Future Teradevice systems will expose a large amount of parallelism (1000+ cores) that cannot be exploited efficiently by current applications and programming models. The aim of this project is to propose a complete solution that is able to harness the large-scale parallelism in an efficient way. The main objectives of the project are the programming model, compiler analysis, and a scalable, reliable, architecture based mostly on commodity components. Data-flow principles are exploited at all levels as to overcome the current limitations.
Main Objectives
TERAFLUX focus is on developing an infrastructure for programming future multicore systems The technology trends show that by 2020 chips will accommodate teradevice systems or 1000+ of cores. The success of these future architectures depends on addressing important challenges such as programming applications to use such large-scale systems, developing compiler analysis and optimizations required for the generation of code, developing appropriate execution models, which can take can on both performance and reliability. In addition, the architecture cannot be reinvented from scratch each time. Therefore, it should be composed of commodity modules such as the execution cores and the interconnection network.
One of the key aspects of this project is the proposal of a new programming and execution model based on data-flow instead of traditional control-flow. Data-flow is known to overcome the limitations of the traditional control-flow model by exploring the maximum parallelism and reducing the synchronization overhead.
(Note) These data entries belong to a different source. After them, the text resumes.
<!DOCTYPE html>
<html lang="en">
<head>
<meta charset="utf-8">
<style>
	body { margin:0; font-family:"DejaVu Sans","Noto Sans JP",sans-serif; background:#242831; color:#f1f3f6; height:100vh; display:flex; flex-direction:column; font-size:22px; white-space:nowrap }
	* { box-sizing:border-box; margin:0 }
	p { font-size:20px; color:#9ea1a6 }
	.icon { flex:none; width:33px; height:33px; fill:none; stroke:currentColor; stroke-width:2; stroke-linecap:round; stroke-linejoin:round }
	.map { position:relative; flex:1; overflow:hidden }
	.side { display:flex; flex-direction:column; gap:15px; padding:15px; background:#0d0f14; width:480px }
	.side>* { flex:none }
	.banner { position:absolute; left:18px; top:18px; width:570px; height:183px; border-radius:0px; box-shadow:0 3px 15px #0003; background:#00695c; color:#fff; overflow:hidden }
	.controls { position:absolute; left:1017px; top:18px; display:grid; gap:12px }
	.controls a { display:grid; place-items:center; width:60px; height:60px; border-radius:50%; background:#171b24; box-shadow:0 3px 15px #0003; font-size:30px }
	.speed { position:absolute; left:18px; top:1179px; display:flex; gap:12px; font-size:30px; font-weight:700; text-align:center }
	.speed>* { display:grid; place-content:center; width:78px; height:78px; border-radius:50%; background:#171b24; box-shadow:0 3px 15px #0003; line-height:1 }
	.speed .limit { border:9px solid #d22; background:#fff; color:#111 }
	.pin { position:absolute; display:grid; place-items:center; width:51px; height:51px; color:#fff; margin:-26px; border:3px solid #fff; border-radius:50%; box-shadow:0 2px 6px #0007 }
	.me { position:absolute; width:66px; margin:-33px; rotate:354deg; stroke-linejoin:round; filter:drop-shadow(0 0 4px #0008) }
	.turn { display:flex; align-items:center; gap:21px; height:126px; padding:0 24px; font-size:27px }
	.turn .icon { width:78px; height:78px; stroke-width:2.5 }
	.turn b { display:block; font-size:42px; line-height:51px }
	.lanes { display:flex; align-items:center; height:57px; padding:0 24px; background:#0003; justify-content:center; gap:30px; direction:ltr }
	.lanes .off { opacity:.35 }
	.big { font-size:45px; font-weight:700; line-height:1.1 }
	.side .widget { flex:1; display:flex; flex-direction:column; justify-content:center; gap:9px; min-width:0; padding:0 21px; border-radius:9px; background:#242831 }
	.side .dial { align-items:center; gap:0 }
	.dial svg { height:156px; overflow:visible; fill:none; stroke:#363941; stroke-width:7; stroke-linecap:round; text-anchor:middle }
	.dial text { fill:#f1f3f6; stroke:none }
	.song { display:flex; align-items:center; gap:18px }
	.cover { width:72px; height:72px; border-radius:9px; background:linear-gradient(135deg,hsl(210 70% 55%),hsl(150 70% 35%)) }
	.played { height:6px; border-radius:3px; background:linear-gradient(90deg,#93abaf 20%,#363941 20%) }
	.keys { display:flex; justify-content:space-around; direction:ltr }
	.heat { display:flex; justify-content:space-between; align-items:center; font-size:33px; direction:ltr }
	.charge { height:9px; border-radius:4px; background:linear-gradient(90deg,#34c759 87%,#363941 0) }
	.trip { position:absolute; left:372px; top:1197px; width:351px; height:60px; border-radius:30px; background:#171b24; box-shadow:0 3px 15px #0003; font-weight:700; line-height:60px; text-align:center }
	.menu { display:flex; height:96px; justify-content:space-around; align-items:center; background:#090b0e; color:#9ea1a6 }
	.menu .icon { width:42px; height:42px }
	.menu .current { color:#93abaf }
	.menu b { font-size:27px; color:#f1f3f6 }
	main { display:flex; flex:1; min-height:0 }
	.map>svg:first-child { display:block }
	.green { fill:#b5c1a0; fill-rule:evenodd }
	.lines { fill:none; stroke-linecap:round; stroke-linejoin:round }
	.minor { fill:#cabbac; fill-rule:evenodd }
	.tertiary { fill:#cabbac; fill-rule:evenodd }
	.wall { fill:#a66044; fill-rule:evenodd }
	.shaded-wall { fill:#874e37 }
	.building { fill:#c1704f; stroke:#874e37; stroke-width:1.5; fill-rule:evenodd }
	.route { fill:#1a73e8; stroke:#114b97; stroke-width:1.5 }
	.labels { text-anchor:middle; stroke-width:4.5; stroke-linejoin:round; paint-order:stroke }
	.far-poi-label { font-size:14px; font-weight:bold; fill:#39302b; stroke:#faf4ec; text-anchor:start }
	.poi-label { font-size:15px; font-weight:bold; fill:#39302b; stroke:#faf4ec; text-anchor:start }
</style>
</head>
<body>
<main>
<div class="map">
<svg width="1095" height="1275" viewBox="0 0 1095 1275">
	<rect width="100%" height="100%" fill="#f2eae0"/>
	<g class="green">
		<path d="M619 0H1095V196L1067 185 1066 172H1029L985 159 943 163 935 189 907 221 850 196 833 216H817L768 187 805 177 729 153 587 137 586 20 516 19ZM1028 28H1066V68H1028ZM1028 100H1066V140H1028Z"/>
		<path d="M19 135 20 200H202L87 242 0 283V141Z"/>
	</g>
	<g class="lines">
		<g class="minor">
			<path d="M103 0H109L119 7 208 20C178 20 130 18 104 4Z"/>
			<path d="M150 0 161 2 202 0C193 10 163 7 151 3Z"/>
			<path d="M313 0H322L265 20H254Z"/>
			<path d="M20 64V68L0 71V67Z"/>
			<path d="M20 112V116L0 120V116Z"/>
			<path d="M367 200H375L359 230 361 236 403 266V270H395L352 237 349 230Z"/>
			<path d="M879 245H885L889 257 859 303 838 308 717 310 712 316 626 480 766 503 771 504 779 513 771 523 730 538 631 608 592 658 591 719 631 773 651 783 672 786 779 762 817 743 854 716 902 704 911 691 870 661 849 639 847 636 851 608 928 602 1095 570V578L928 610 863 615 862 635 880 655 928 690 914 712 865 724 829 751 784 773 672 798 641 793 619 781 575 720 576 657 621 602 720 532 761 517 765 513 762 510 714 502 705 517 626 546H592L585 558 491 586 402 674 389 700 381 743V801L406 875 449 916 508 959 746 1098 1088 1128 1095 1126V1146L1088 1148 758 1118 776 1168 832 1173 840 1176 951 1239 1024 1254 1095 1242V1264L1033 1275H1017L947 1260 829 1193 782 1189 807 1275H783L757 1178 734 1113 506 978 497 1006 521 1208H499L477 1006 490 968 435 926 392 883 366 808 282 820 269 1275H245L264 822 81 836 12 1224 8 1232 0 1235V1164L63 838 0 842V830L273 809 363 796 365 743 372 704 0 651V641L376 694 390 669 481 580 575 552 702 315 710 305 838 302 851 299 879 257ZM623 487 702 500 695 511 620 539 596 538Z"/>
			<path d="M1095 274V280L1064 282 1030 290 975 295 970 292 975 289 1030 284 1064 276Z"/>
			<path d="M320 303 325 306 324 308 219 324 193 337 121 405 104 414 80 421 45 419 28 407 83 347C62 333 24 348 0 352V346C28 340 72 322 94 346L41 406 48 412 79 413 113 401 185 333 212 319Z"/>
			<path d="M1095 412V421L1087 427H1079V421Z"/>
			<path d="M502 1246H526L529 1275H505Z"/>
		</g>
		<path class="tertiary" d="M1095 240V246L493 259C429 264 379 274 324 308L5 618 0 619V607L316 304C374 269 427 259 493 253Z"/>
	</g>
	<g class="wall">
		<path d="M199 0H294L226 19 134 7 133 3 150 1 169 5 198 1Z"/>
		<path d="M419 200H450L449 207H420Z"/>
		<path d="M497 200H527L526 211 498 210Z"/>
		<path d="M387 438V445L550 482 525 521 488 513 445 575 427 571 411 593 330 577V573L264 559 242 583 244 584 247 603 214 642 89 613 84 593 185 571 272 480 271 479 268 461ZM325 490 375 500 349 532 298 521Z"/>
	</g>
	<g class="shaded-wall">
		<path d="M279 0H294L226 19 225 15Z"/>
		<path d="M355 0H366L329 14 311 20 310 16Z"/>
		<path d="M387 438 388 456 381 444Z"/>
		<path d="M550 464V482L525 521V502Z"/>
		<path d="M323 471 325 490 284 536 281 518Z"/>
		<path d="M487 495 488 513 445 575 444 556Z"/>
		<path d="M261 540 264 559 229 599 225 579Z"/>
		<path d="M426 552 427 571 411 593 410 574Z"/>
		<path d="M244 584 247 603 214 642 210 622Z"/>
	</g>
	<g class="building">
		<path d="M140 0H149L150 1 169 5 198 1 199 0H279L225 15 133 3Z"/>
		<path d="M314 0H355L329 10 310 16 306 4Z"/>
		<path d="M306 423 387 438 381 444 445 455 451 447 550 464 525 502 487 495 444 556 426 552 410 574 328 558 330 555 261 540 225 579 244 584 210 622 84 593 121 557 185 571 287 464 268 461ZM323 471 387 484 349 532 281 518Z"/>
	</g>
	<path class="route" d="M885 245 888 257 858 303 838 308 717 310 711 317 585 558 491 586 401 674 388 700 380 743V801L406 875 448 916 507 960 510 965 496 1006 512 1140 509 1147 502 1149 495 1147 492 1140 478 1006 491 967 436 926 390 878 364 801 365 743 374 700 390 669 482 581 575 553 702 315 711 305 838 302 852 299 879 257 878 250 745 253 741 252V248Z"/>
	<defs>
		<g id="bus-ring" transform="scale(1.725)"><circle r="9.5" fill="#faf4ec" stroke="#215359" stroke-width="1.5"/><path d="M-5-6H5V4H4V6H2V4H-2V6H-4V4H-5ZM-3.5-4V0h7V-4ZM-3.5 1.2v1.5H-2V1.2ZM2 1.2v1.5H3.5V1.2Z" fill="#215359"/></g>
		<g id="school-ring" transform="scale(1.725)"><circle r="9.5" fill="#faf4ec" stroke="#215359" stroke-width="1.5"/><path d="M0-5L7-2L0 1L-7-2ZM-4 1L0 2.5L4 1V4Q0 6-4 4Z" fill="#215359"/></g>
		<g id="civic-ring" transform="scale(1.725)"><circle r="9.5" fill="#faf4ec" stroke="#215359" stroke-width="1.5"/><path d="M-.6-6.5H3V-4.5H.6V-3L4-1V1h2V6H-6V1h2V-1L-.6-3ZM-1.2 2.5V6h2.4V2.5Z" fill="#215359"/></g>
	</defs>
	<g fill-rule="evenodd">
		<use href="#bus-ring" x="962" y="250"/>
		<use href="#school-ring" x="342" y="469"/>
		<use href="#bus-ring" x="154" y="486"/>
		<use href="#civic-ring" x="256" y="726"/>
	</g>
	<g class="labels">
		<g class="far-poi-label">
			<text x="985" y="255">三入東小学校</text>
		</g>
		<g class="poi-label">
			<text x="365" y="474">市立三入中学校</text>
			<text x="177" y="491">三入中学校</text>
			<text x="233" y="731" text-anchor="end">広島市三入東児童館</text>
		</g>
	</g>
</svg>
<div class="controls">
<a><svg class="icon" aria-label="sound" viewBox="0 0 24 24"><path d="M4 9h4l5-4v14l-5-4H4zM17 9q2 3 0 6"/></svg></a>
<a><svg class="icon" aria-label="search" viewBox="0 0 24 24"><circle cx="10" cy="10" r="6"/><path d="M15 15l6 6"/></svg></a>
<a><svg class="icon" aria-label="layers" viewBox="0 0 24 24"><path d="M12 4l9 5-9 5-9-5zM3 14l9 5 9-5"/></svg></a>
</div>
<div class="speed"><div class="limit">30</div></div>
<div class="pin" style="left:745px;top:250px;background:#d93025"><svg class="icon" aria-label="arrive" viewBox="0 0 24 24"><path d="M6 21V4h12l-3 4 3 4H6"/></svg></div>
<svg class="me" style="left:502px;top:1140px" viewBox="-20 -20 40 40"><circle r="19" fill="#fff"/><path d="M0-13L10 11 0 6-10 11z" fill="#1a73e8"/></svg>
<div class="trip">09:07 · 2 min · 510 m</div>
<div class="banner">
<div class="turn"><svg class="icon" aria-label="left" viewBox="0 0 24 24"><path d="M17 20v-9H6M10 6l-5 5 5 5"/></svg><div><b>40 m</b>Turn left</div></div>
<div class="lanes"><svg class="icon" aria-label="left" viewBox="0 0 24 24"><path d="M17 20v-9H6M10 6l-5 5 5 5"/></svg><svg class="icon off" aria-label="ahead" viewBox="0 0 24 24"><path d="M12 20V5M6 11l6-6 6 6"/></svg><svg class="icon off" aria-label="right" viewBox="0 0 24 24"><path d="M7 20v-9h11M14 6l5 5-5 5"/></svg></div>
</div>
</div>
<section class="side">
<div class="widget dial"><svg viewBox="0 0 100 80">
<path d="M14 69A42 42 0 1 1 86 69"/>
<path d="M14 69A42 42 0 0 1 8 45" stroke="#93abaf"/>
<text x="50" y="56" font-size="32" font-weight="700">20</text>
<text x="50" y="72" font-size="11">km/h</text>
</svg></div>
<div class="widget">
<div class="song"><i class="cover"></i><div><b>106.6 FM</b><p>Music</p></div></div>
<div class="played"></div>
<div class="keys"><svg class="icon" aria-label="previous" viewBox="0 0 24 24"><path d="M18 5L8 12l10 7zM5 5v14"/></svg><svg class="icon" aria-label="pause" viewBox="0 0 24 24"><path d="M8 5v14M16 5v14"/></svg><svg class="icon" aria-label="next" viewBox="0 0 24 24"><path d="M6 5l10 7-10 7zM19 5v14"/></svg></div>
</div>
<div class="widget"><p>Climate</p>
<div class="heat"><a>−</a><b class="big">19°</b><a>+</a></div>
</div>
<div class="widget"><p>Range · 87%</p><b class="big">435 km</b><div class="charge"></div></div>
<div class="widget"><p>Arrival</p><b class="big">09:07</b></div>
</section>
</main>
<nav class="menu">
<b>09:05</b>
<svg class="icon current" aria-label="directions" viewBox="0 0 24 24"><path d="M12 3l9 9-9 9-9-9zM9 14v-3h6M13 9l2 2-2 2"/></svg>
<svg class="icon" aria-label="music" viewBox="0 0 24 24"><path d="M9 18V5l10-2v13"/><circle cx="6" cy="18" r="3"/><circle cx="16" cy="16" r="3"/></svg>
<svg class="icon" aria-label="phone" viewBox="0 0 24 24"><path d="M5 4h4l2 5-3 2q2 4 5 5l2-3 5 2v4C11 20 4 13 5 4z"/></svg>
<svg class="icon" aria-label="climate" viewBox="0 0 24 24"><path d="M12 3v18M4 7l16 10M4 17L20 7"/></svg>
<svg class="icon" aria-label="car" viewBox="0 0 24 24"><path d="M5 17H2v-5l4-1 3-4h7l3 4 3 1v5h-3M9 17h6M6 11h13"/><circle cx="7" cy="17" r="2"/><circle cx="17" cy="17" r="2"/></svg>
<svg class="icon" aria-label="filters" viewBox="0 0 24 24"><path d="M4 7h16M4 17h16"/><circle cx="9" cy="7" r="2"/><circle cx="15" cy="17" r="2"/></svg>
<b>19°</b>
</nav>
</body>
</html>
Although its benefits are well known and have been presented a long time ago, this model has not yet been fully exploited for commercial systems.
This project represents a unique opportunity to integrate complementary essential aspects from the applications through the whole tool chain, encompassing reliability, an appropriate architecture and resource management (that accounts for power, temperature, faults) and to test the research ideas in a simulated Teradevice system.